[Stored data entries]
------
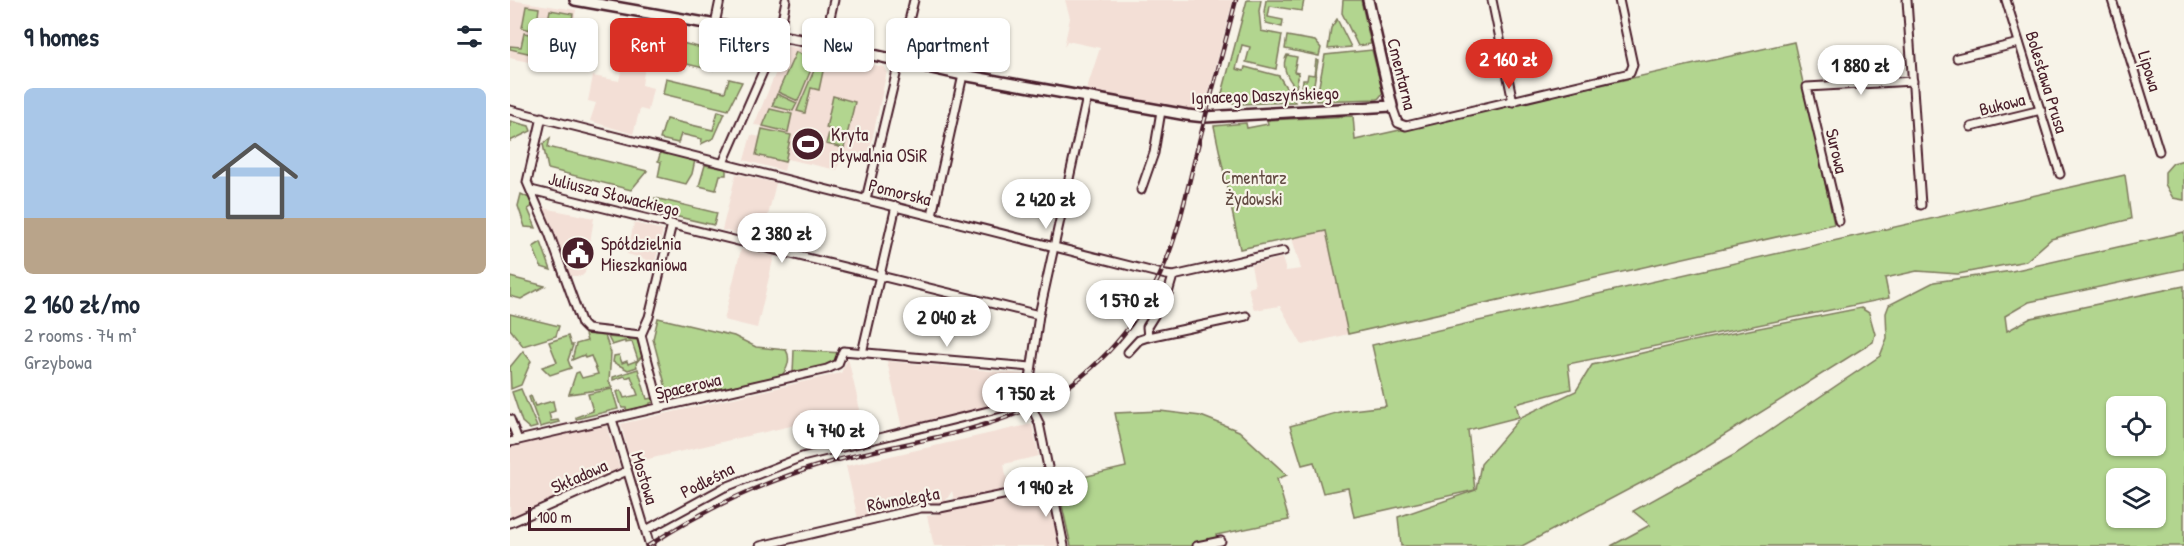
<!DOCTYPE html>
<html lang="en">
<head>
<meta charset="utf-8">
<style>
	:root { --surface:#fff; --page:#f2f2f3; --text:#1f2937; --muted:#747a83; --accent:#d93025 }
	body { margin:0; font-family:"Patrick Hand",sans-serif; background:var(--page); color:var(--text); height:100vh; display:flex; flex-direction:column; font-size:22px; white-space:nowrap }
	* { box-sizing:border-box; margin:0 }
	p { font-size:20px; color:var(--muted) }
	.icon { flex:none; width:33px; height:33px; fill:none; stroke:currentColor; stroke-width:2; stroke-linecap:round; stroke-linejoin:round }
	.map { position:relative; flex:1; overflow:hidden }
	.details { display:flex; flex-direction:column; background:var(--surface); width:510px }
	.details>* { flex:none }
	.hud { position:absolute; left:18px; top:18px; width:570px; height:54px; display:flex; gap:12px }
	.fabs { position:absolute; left:1596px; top:396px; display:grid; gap:12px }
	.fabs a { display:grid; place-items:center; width:60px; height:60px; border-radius:9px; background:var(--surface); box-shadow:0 2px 4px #0004; font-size:30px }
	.scale { position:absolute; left:18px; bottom:15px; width:102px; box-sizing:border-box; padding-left:6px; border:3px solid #4a1f2b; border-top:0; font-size:16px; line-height:21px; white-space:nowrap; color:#4a1f2b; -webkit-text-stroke:4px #f7f3e8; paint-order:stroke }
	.price { position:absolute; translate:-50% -51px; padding:0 14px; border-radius:21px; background:#fff; color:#222; font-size:20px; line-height:39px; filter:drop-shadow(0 2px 3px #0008) }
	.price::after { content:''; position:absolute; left:50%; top:36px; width:18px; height:14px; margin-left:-9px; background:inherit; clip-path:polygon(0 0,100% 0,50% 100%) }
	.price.current { background:var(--accent); color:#fff }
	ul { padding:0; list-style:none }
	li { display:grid; align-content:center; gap:12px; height:318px; padding:0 24px }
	li span { display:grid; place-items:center; height:186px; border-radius:9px; color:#555 }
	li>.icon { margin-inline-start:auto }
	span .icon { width:108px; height:108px; fill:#fffc; stroke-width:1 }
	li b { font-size:26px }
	h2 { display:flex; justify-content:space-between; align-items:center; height:72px; padding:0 24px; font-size:26px }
	.chip { padding:0 21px; border-radius:9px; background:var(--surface); box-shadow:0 2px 4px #0004; font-size:21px; line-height:54px }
	.chip.current { background:var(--accent); color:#fff }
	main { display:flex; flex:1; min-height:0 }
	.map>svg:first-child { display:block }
</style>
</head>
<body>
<main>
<section class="details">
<h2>9 homes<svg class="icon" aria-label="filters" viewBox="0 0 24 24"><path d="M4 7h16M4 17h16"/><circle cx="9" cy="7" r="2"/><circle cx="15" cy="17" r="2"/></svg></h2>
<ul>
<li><span style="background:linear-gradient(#a9c7e8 70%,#b9a48a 0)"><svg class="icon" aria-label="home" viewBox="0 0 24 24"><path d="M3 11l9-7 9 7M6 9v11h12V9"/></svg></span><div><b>2 160 zł/mo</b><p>2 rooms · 74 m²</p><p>Grzybowa</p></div></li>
</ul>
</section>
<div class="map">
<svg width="1674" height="546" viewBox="0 0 1674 546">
	<rect width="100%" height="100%" fill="#f7f3e8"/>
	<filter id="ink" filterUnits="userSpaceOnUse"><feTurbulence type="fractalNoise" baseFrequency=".0167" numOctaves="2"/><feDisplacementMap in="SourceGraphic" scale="12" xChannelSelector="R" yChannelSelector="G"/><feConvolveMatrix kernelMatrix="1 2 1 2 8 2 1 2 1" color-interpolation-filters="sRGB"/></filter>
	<g filter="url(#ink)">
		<g fill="#f3dfd6">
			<path d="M0 0 66 10 55 70 0 58Z"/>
			<path d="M555 0H723L696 103 690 101 686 111 576 91 590 48 557 41 554 47 560 18Z"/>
			<path d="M117 42 138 46 132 85 143 88 138 111 130 109 123 134 80 121 86 103 78 101 83 76 109 81Z"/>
			<path d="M277 46 374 67 377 71 357 163 331 157 327 170 277 159 274 171 234 160 241 135 250 137 252 126 244 125Z"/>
			<path d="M226 174 266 183 252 240 212 230Z"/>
			<path d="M34 208 84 218 75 273 72 276H60L55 272Z"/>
			<path d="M124 223 153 230 145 262 117 254Z"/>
			<path d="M816 231 838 334 792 345 770 306 744 310 738 288 745 286 741 265 772 258 776 271 791 269 782 238Z"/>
			<path d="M231 249 264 256 247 328 214 320Z"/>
			<path d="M338 358 350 410 121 463 111 424 331 373Z"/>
			<path d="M377 361 514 374 511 399 392 428Z"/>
			<path d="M522 424 529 456 494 464 499 491 445 504 442 491 435 502 414 504 348 519 336 466Z"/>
			<path d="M96 425 110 468 108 472 0 518V447Z"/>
			<path d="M536 489 549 546H424L417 516Z"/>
		</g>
		<g fill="#b2d58f" stroke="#7e7a5d" stroke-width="1.5" fill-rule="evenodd">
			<path d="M737 0H751L749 11 751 31 772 35 766 69 736 62 740 47 732 45 726 69 734 71 735 67 769 76 785 102 730 104 710 101Z"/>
			<path d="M756 0H794L792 11 760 6 758 17 773 20 772 27 756 23 754 12Z"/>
			<path d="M833 0H851L861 44 848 46 832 13Z"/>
			<path d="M16 6 29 8 26 31 12 28Z"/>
			<path d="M40 10 63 14 55 57 32 52Z"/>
			<path d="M827 19 841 47 818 49 821 28Z"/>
			<path d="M14 33 25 35 22 54 0 49V46L11 47Z"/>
			<path d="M777 36 805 41 811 48 809 56 775 49Z"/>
			<path d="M168 42 228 57 231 44 241 57 202 70 164 61Z"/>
			<path d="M1284 42 1324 224 838 334 816 231 730 249 704 126 736 123 737 128 758 124 757 120 843 116 845 140Z"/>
			<path d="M862 50 873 93 868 99 806 101 815 55Z"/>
			<path d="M286 52 305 60 288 101 268 92Z"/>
			<path d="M777 55 787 57 784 72 789 73 786 88C778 79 770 67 777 55Z"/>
			<path d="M310 56 316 57 309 90 301 88 295 113 287 111Z"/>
			<path d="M806 60 808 61 801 101H790L793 80H797L798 74 804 75Z"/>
			<path d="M156 78 215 92 219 79 232 82 218 110 153 94Z"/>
			<path d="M267 94 287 103 283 111 262 106Z"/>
			<path d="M323 96 345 102 334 148 316 144 320 129 316 128Z"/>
			<path d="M260 109 282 114 278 132 253 126Z"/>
			<path d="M208 111 215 113 204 138 191 144 192 139 171 134 168 143 150 139 156 119 203 130Z"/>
			<path d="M0 121 19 126 21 131 0 141Z"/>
			<path d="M252 129 281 135 275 162 246 155Z"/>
			<path d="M40 138 38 147 137 171 121 190 38 169 33 144Z"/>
			<path d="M151 151 185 160 182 174 176 184 148 177 151 162 148 161Z"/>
			<path d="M1674 160V200L1663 198 1655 184V172L1663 163Z"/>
			<path d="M195 165 216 169V175H210L206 190 189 186Z"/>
			<path d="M1615 175 1621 219 1541 239 1516 261 1448 274 1407 271 1375 278 1379 298 1058 364 1061 389 1006 404 1009 417 958 430 965 490 844 517 838 488 813 493 804 462 792 465 780 426 833 411 876 406 862 345Z"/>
			<path d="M11 194 21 199 23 206 18 209 26 228 15 227 8 206Z"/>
			<path d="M145 198 207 213 204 225 151 213 146 206Z"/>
			<path d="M1674 232V269L1519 302 1495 316 1497 331 1521 318 1674 286V546H1101L1140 525 1123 511 1224 455 1370 356 1377 338 1376 313 1379 305 1424 282 1502 271ZM1606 406H1646V446H1606ZM1606 478H1646V518H1606Z"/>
			<path d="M31 242 41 270 31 267 23 247Z"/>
			<path d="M0 277 35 286 11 299 0 296Z"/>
			<path d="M1351 308 1359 313 1365 334 1363 342 1176 459 1012 546H891L888 517 966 490 971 464 1011 417 1066 391 1082 365 1178 342Z"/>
			<path d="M0 314 49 326 46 336 13 346 0 329Z"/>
			<path d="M148 318 224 336 246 347 276 350C281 358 278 369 271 376L159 399 143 339Z"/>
			<path d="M75 334 95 336 101 353 99 381 102 388 59 394 66 373 69 372 72 378 88 374 81 356 75 358 74 355 62 360 66 344 77 341Z"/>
			<path d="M58 336 61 345H63L58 360 61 368 40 375 32 367 47 362 39 342Z"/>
			<path d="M98 337 127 340 132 356 126 363 127 367 118 370 103 362 104 356 109 355 112 363 117 361 118 364 128 360 122 342 115 343V341L102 345Z"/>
			<path d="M284 350 332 353 324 364 283 373Z"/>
			<path d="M13 351 21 361 11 385 1 389 0 367Z"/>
			<path d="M128 369 137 399 143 398 144 402 140 403V405L117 411 116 408H112L107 392 111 390 114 398 128 395 121 376 116 378 115 376 103 380V377Z"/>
			<path d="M11 389 27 427 20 429 12 422 2 392Z"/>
			<path d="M102 389 108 409 66 419V417L83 411 78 394Z"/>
			<path d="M21 396 25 406 43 401 45 411 39 413 41 421 48 420 49 422 30 427 19 397Z"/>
			<path d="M650 411 691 416 729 431 777 475 767 479 779 520 706 535 709 546H561L547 483 616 467 605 413Z"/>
		</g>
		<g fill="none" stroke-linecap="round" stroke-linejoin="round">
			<g stroke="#4a1f2b" stroke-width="11">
				<g id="street">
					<path d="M982 0 1003 102"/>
					<path d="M1397 0 1411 205"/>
					<path d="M1496 0 1550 174"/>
					<path d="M1602 0 1649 151"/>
					<path d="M205 24 210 0"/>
					<path d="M314 44 324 0"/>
					<path d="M1447 58 1509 43"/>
					<path d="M882 106 888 123 896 126 1120 73 1123 65 1109 0"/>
					<path d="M0 110 656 275 663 276 774 251"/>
					<path d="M32 117 17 182 39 233 72 324 77 329 131 335 150 407"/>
					<path d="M1461 127 1531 110"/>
					<path d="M213 163 269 35 276 0"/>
					<path d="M21 190 529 315"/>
					<path d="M631 190 644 153 651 111"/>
					<path d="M356 199 404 0"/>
					<path d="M422 215 453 75"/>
					<path d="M1329 221 1297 87 1403 81"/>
					<path d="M663 276 658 293 637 327 638 337 736 316"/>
					<path d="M131 335 139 317 162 224"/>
					<path d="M618 352 629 340 638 337"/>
					<path d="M352 353 386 206"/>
					<path d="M0 419 8 440"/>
					<path d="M102 419 140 546"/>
					<path d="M0 442 317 369 328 364 333 351 521 367"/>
					<path d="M0 523 117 471"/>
					<path d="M136 530 213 488 292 457 519 401"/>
					<path d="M250 546 411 508H430L542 485"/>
					<path d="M554 546 529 423 519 401 518 393 529 315 577 97"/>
					<path d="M687 546 711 541"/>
				</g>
			</g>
			<g stroke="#4a1f2b" stroke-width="14">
				<path id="secondary" d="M65 0 314 44 453 75 677 115 695 117 882 106 858 0"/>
			</g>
			<use href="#street" stroke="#f7f3e8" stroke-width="7"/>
			<use href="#secondary" stroke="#f7f3e8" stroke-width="9"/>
			<g stroke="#4a1f2b" stroke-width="4.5">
				<path id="rail" d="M138 546C193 510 252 482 314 464 383 443 458 437 524 406 580 380 624 331 650 275 668 237 676 194 686 154 699 102 713 51 726 0"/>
			</g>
			<use href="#rail" stroke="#f7f3e8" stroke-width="2" stroke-dasharray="7" stroke-linecap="butt"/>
		</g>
	</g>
	<defs>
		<g id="stadium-disc" transform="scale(1.725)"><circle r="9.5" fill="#4a1f2b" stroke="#f7f3e8"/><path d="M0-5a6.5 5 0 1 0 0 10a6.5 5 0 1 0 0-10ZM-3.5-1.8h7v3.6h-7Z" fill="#fff"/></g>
		<g id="civic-disc" transform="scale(1.725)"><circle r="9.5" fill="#4a1f2b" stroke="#f7f3e8"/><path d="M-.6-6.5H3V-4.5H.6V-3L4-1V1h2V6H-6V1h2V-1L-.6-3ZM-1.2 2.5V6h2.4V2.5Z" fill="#fff"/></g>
	</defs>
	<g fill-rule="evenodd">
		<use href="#stadium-disc" x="298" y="144"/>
		<use href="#civic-disc" x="68" y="253"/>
	</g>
	<g text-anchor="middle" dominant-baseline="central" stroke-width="4.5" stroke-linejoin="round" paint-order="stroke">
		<g font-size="18" fill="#4a1f2b" stroke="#f7f3e8">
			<text transform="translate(1640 71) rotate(73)">Lipowa</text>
			<text transform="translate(892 74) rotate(76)">Cmentarna</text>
			<text transform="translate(1537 82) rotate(73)">Bolesława Prusa</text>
			<text transform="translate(755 95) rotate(-2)">Ignacego Daszyńskiego</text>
			<text transform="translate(1492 104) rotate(-14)">Bukowa</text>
			<text transform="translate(1327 151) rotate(77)">Surowa</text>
			<text transform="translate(390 192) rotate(14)">Pomorska</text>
			<text transform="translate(104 194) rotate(14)">Juliusza Słowackiego</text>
			<text transform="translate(178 386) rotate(-13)">Spacerowa</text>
			<text transform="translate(69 476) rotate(-24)">Składowa</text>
			<text transform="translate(135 478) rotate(73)">Mostowa</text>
			<text transform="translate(197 480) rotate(-27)">Podleśna</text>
			<text transform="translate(393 499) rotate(-10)">Równoległa</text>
		</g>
		<g font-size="18" fill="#4a1f2b" stroke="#f7f3e8" text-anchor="start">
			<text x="321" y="134">Kryta<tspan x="321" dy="21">pływalnia OSiR</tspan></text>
			<text x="91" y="243">Spółdzielnia<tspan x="91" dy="21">Mieszkaniowa</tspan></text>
		</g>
		<g font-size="18" fill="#644c44" stroke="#f7f3e8">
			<text x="744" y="177">Cmentarz<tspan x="744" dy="21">Żydowski</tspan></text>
		</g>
	</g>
</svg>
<div class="fabs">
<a><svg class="icon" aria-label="locate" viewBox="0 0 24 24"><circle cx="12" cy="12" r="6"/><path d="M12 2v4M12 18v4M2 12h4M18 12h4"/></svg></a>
<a><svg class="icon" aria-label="layers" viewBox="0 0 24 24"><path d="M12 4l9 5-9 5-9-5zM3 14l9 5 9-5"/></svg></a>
</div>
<div class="scale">100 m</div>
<b class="price current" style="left:999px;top:90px">2 160 zł</b>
<b class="price" style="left:1351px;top:96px">1 880 zł</b>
<b class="price" style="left:536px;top:230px">2 420 zł</b>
<b class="price" style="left:272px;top:264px">2 380 zł</b>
<b class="price" style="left:620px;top:331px">1 570 zł</b>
<b class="price" style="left:437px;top:348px">2 040 zł</b>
<b class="price" style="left:516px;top:424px">1 750 zł</b>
<b class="price" style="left:326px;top:461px">4 740 zł</b>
<b class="price" style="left:536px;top:518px">1 940 zł</b>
<div class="hud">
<a class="chip">Buy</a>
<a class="chip current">Rent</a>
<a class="chip">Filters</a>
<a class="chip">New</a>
<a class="chip">Apartment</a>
</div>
</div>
</main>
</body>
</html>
------
**WHAT IS NEEDED**
Output only the lines running from the top of the data above to the line with "background:var(--page); color:var(--text); height:100vh;", inclusive, word for word and without pictures.

**RESPONSE TO THIS TASK**
<!DOCTYPE html>
<html lang="en">
<head>
<meta charset="utf-8">
<style>
	:root { --surface:#fff; --page:#f2f2f3; --text:#1f2937; --muted:#747a83; --accent:#d93025 }
	body { margin:0; font-family:"Patrick Hand",sans-serif; background:var(--page); color:var(--text); height:100vh; display:flex; flex-direction:column; font-size:22px; white-space:nowrap }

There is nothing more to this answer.